ACTIVITY: Repetition must be exact and must stop with the line bearing "height:19px; margin:-9.5px; padding:0". It begins at the first line of the records and includes no pictures.
◆ ◆ ◆ ◆ ◆ ◆ ◆
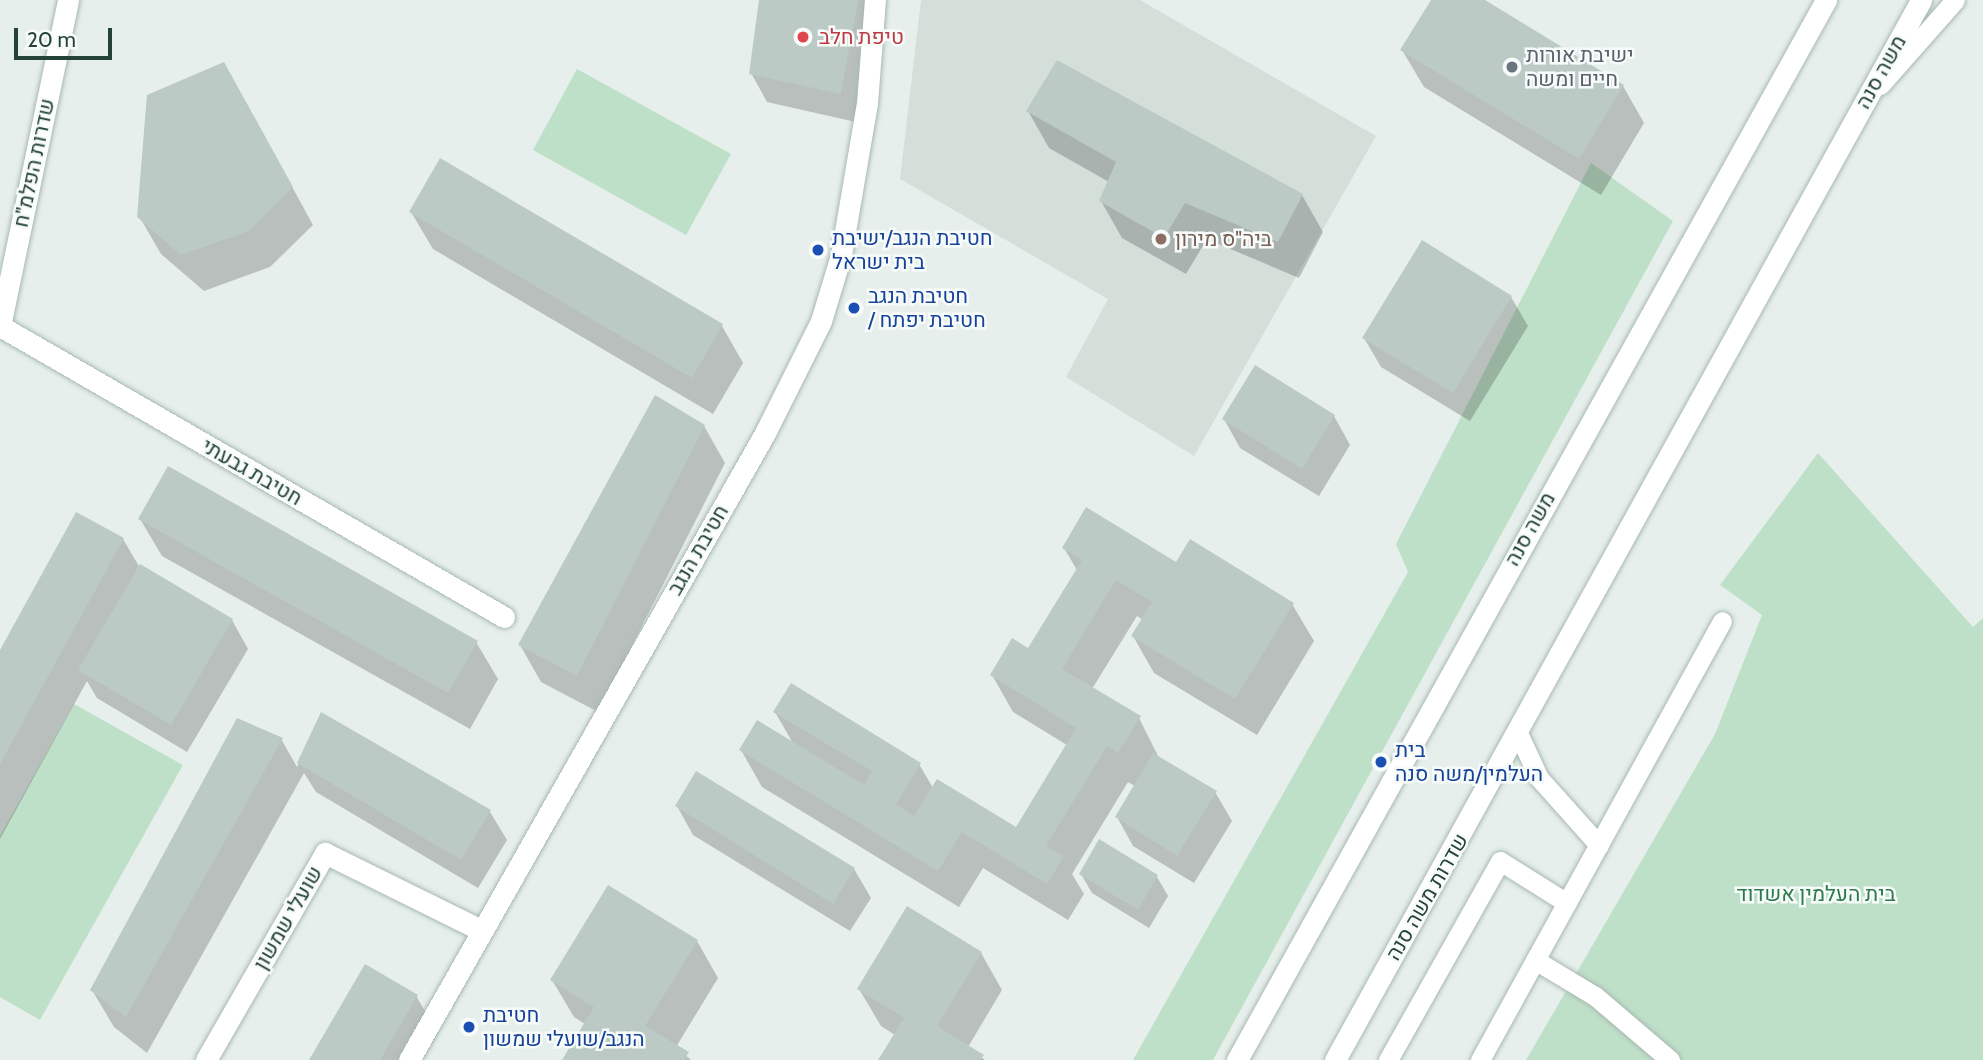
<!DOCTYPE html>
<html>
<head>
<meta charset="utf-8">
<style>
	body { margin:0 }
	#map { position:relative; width:1983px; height:1060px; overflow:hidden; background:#e6efeb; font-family:Cabin,Heebo,sans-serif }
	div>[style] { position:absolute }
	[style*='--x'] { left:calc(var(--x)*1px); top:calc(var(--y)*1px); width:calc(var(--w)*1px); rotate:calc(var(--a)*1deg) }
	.built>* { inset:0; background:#d4dfda }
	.green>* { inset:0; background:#bfe0c8 }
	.shadow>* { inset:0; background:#0003 }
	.building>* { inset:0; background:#bbcac4 }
	.roads { filter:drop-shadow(0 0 2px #a8b8b2) drop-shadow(0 0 2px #a8b8b2) }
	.service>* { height:19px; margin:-9.5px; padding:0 9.5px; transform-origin:9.5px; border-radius:9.5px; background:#fff }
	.minor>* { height:21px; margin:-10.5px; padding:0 10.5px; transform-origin:10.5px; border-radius:10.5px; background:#fff }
	.tertiary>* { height:21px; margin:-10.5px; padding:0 10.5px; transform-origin:10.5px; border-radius:10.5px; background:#fff }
	.secondary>* { height:21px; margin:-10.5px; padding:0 10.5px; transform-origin:10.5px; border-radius:10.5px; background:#fff }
	.dots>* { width:19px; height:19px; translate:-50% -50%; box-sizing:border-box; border:4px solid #f7fbf9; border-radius:50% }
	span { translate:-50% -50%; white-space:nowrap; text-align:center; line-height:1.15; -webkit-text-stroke:5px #f7fbf9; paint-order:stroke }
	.health-label { font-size:21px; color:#be3a42 }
	.left { translate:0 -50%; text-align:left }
	.worship-label { font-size:21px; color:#5b616d }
	.street-label { font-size:21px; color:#24423a }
	.transit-label { font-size:21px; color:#164399 }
	.education-label { font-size:21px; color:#785e54 }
	.park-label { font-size:21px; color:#2d7a4b }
	.scale { position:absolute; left:14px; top:28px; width:98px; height:32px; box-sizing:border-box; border:4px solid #24423a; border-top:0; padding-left:9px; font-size:21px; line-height:24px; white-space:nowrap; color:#24423a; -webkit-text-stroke:5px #f7fbf9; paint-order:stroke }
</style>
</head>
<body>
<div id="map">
	<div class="built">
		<div style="clip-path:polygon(921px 0,1140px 0,1376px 136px,1194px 456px,1066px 377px,1108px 299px,900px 179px)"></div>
	</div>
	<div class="green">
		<div style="clip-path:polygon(577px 69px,731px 154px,686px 235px,533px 150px)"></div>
		<div style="clip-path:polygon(1591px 163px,1673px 221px,1213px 1060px,1133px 1060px,1408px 572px,1396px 544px)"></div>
		<div style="clip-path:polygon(1818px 453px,1973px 627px,1983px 618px,1983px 1060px,1526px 1060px,1715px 734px,1762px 615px,1720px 585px)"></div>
		<div style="clip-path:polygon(74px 704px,183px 765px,40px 1020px,0 997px,0 836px)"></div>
	</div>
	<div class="shadow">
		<div style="clip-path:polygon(761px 0,868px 0,856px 122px,767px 102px,751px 73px)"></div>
		<div style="clip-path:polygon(1433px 0,1481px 0,1623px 86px,1644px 123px,1601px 195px,1424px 87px,1402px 50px)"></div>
		<div style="clip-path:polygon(245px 101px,313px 225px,270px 267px,204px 291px,161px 254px,139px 216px)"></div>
		<div style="clip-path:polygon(1028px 111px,1302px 195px,1323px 232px,1299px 278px,1207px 239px,1186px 274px,1122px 238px,1101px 201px,1109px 182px,1049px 148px)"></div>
		<div style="clip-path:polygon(411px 212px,722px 326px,743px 363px,713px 414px,433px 249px)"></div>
		<div style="clip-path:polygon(1511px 297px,1528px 326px,1470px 421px,1381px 367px,1364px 338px)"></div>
		<div style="clip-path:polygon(1334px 416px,1350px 445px,1319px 496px,1240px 448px,1224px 419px)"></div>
		<div style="clip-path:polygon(704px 426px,725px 463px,598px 712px,541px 682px,520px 645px)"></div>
		<div style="clip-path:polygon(140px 519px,476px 642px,498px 679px,470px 729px,162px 556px)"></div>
		<div style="clip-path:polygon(123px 539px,140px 568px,232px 620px,248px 649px,187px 752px,97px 698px,87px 681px,0 839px,0 655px)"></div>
		<div style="clip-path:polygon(1064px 548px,1177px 564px,1292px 604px,1314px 641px,1257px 735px,1154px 673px,1133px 636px,1143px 620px,1137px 616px,1092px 689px,1139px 718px,1159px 758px,1215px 792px,1232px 821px,1194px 883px,1133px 846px,1117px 817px,1135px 786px,1128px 782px,1072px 874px,1084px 894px,1068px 920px,983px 868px,959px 907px,762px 787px,741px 750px,794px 745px,775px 712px,919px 764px,933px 788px,1016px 829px,1067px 745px,1013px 712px,992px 675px,1028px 650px,1077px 570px)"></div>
		<div style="clip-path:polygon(322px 715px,490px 812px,507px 840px,478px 888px,316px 792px,304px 773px,147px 1053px,114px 1027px,92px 990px,281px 739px,297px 767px)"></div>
		<div style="clip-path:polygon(677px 806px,854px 869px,871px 898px,850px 931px,693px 835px)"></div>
		<div style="clip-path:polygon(1081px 874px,1157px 877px,1168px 896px,1149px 928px,1092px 893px)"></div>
		<div style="clip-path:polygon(697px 941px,718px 978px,676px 1047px,691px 1060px,564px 1060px,585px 1024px,574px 1017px,552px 980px)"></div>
		<div style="clip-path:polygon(981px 953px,1002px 990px,968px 1047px,985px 1060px,880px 1060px,895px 1035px,881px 1026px,859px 989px)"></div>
		<div style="clip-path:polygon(416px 996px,438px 1033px,422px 1060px,311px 1060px)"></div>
	</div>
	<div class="building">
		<div style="clip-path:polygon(759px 0,858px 0,841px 94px,749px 74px)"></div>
		<div style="clip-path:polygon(1431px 0,1485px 0,1624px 85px,1579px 159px,1400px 50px)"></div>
		<div style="clip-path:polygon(1057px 60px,1303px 194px,1278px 242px,1185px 203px,1164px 238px,1099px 201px,1116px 162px,1026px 111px)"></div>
		<div style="clip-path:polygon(224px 62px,293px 187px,249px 231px,181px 255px,137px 217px,147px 95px)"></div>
		<div style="clip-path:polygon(440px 158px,723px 324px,692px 378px,409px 212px)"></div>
		<div style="clip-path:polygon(1422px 240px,1512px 296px,1453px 393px,1362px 338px)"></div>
		<div style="clip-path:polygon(1255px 365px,1335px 415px,1302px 469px,1222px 419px)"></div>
		<div style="clip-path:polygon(655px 395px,705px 425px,577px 676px,518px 645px)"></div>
		<div style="clip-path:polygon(168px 466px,478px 641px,448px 693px,138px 519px)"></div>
		<div style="clip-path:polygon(1086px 507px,1176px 562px,1190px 539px,1294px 603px,1235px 699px,1131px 636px,1152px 602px,1116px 580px,1062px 669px,1141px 716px,1118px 753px,1107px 746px,1046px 846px,1064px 856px,1047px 884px,962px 832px,938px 871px,739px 750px,757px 720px,864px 785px,872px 771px,773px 712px,791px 683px,921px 763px,896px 804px,914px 816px,937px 779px,1016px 827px,1076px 728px,990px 675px,1012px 638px,1028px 648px,1082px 560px,1062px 548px)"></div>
		<div style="clip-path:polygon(76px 512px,124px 538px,0 764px,0 650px)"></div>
		<div style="clip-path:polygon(140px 564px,233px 619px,171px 725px,78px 670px)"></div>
		<div style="clip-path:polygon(321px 712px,491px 810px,461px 860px,297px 763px)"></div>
		<div style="clip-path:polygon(237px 718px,283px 738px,126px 1017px,90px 990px)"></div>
		<div style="clip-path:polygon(1153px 753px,1217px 791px,1177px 856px,1115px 817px)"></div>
		<div style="clip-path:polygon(696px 771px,855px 868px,833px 904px,675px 806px)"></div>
		<div style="clip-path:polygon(1099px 839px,1158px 875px,1138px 910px,1079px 874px)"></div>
		<div style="clip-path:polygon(608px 885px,698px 940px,645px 1026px,689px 1052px,684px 1060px,562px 1060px,594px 1007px,550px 980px)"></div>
		<div style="clip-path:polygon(907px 906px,982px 952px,937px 1026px,984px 1055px,980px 1060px,878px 1060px,904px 1018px,857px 989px)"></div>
		<div style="clip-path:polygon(365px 964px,418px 995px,380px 1060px,309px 1060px)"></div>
	</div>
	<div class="roads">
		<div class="service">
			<div style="--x:1880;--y:85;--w:113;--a:-48.6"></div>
			<div style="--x:1519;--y:735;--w:47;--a:65.1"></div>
			<div style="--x:1539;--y:778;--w:90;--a:48.2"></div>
			<div style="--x:1535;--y:960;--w:70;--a:31"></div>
			<div style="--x:1595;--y:996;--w:99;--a:40.5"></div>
			<div style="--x:1388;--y:1060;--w:228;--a:-60.6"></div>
			<div style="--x:1500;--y:861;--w:79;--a:32.1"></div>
			<div style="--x:1480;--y:1060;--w:501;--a:-61.13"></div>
		</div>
		<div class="minor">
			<div style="--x:0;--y:326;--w:582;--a:30"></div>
			<div style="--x:206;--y:1060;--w:239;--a:-60.1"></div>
			<div style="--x:325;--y:853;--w:174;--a:26.3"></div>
			<div style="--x:409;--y:1060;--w:721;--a:-60.41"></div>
			<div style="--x:765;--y:433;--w:125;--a:-63.4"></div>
			<div style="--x:821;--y:321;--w:69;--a:-73.1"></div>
			<div style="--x:841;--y:255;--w:154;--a:-80.3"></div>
			<div style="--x:867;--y:103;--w:103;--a:-85.6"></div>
		</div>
		<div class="tertiary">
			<div style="--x:0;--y:326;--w:333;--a:-78.2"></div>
		</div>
		<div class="secondary">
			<div style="--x:1237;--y:1060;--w:1213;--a:-60.94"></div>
			<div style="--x:1335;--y:1060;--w:1211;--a:-61.06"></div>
		</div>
	</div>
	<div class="dots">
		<div style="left:803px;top:37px;background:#e0444e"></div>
		<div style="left:1512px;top:67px;background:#6b7280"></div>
		<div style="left:1161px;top:239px;background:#8d6e63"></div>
		<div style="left:818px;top:250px;background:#1a4fb4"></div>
		<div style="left:854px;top:308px;background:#1a4fb4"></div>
		<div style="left:1381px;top:762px;background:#1a4fb4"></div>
		<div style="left:469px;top:1027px;background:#1a4fb4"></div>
	</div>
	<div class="health-label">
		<span class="left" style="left:819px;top:37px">טיפת חלב</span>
	</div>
	<div class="worship-label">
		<span class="left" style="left:1526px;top:67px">ישיבת אורות<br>חיים ומשה</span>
	</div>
	<div class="street-label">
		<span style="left:1881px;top:72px;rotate:-61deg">משה סנה</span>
		<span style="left:34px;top:163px;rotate:-78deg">שדרות הפלמ"ח</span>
		<span style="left:252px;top:472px;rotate:30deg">חטיבת גבעתי</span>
		<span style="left:1530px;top:529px;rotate:-61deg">משה סנה</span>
		<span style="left:698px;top:550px;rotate:-60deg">חטיבת הנגב</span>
		<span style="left:1427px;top:897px;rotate:-60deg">שדרות משה סנה</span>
		<span style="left:288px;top:918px;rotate:-60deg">שועלי שמשון</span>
	</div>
	<div class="transit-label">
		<span class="left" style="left:832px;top:250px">חטיבת הנגב/ישיבת<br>בית ישראל</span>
		<span class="left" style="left:868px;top:308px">חטיבת הנגב<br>/ חטיבת יפתח</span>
		<span class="left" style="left:1395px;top:762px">בית<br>העלמין/משה סנה</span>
		<span class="left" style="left:483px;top:1027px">חטיבת<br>הנגב/שועלי שמשון</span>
	</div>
	<div class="education-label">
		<span class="left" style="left:1175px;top:239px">ביה"ס מירון</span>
	</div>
	<div class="park-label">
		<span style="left:1816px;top:894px">בית העלמין אשדוד</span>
	</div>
	<div class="scale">20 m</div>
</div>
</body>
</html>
◆ ◆ ◆ ◆ ◆ ◆ ◆
SOLUTION FOR THIS TASK:
<!DOCTYPE html>
<html>
<head>
<meta charset="utf-8">
<style>
	body { margin:0 }
	#map { position:relative; width:1983px; height:1060px; overflow:hidden; background:#e6efeb; font-family:Cabin,Heebo,sans-serif }
	div>[style] { position:absolute }
	[style*='--x'] { left:calc(var(--x)*1px); top:calc(var(--y)*1px); width:calc(var(--w)*1px); rotate:calc(var(--a)*1deg) }
	.built>* { inset:0; background:#d4dfda }
	.green>* { inset:0; background:#bfe0c8 }
	.shadow>* { inset:0; background:#0003 }
	.building>* { inset:0; background:#bbcac4 }
	.roads { filter:drop-shadow(0 0 2px #a8b8b2) drop-shadow(0 0 2px #a8b8b2) }
	.service>* { height:19px; margin:-9.5px; padding:0 9.5px; transform-origin:9.5px; border-radius:9.5px; background:#fff }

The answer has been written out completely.